### Instructions to follow:
Please find every line of the listing below where "positions" occurs and copy it.

### Source records:
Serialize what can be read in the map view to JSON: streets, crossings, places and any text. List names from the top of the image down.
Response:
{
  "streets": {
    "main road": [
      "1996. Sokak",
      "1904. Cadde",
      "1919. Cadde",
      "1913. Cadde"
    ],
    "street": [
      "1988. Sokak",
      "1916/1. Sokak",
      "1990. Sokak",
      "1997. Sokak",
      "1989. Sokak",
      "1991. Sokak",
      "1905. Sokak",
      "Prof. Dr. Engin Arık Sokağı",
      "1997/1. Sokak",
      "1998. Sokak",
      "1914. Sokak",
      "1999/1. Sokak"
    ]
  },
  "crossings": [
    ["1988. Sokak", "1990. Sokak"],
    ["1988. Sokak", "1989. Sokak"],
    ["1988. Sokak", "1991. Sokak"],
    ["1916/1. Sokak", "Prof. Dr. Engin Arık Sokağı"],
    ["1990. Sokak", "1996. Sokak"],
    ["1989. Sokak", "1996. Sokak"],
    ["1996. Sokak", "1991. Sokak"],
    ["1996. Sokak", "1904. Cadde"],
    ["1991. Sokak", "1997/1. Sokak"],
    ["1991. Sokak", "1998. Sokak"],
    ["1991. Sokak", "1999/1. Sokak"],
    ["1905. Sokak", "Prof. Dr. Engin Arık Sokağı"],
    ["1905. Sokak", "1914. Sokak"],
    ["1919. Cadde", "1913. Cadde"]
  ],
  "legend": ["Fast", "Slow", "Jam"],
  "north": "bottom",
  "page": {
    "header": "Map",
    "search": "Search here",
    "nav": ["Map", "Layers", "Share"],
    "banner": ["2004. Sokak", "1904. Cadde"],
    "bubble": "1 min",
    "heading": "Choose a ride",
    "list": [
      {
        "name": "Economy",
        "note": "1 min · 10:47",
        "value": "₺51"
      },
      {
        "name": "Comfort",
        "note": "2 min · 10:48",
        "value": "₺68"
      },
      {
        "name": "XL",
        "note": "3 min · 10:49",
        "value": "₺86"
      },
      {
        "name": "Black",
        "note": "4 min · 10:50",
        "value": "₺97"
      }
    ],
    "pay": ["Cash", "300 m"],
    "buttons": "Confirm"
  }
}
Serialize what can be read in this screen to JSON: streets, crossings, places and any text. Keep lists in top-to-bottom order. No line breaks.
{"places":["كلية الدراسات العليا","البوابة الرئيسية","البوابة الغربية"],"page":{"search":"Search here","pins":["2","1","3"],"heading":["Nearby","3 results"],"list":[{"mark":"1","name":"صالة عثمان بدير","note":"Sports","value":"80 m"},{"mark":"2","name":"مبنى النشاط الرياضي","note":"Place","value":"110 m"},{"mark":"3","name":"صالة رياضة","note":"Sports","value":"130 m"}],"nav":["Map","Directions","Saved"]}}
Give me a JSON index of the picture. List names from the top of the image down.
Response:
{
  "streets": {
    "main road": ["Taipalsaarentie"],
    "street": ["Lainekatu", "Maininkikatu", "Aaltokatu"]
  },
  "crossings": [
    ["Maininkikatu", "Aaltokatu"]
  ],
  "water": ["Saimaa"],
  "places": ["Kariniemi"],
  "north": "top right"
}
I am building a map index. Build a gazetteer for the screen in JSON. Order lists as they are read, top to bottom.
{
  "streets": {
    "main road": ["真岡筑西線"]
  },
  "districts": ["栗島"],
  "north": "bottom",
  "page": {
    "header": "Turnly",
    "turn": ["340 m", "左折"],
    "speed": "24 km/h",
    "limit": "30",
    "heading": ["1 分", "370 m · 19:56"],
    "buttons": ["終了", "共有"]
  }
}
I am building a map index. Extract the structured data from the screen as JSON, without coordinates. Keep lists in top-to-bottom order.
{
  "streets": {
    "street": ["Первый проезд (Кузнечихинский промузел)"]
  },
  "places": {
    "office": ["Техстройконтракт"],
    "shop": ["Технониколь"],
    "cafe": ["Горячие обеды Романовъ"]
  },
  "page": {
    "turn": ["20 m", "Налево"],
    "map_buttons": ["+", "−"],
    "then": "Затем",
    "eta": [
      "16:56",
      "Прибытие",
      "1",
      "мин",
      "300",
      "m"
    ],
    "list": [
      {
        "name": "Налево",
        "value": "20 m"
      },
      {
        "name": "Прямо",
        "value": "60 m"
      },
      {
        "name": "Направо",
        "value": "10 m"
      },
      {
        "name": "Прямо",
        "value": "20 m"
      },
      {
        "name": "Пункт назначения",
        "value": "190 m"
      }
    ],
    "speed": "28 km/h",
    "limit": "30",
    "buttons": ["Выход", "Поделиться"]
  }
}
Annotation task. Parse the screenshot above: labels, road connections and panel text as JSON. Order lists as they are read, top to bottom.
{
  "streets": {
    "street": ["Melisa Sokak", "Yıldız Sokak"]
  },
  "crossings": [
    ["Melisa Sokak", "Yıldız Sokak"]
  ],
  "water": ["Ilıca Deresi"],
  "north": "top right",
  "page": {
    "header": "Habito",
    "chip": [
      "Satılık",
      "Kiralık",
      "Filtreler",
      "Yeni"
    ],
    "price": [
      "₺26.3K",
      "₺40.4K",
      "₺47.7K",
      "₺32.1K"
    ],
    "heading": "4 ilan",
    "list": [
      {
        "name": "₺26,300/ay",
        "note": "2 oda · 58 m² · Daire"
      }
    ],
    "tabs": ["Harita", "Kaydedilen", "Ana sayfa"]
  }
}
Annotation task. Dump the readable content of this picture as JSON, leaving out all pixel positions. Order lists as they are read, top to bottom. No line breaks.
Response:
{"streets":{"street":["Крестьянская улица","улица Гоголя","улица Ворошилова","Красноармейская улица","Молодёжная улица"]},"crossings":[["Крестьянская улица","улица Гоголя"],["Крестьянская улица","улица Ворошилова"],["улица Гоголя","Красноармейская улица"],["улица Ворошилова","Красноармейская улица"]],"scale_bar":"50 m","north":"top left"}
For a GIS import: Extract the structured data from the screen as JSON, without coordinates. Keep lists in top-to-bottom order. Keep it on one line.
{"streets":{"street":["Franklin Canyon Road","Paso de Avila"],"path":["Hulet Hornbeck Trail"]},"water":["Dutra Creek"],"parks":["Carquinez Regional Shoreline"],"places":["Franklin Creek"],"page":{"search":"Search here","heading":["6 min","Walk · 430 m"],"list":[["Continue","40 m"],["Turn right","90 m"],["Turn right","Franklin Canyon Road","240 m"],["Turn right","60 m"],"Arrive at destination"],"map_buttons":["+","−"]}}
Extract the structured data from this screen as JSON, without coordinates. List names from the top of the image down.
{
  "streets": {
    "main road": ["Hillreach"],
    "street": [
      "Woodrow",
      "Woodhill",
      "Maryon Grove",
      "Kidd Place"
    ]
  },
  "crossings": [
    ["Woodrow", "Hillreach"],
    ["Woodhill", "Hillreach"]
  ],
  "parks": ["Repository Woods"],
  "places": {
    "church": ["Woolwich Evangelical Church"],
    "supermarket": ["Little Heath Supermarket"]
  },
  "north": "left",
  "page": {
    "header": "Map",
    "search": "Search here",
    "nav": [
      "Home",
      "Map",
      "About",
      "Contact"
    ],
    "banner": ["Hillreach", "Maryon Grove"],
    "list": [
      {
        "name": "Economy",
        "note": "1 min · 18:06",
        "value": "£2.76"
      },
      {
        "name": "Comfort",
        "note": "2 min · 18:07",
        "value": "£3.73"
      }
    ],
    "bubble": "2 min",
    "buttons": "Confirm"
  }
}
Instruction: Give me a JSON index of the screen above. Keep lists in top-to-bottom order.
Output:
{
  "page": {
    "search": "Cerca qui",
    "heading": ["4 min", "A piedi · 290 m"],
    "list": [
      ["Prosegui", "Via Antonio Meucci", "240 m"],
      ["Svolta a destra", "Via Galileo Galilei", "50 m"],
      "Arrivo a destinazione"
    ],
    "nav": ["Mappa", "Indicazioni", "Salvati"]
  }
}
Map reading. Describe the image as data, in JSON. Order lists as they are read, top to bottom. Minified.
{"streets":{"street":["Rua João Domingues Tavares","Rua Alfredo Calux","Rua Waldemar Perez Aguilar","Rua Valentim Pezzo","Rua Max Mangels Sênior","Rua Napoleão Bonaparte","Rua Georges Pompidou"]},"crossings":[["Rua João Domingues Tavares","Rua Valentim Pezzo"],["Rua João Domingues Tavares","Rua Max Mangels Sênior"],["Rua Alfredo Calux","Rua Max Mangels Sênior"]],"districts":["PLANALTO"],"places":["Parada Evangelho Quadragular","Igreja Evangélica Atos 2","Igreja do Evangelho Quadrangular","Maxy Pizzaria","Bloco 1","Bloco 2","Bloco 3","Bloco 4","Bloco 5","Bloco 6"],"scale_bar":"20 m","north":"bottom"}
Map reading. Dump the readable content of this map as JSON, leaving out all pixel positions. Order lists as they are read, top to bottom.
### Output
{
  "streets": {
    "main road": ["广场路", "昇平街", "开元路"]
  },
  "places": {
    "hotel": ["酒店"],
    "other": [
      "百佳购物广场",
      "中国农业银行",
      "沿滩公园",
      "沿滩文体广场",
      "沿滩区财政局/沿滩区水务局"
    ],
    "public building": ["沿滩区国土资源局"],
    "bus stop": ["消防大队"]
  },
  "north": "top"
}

### Response area:
Annotation task. Dump the readable content of this picture as JSON, leaving out all pixel positions. Order lists as they are read, top to bottom. No line breaks.
Map reading. Dump the readable content of this map as JSON, leaving out all pixel positions. Order lists as they are read, top to bottom.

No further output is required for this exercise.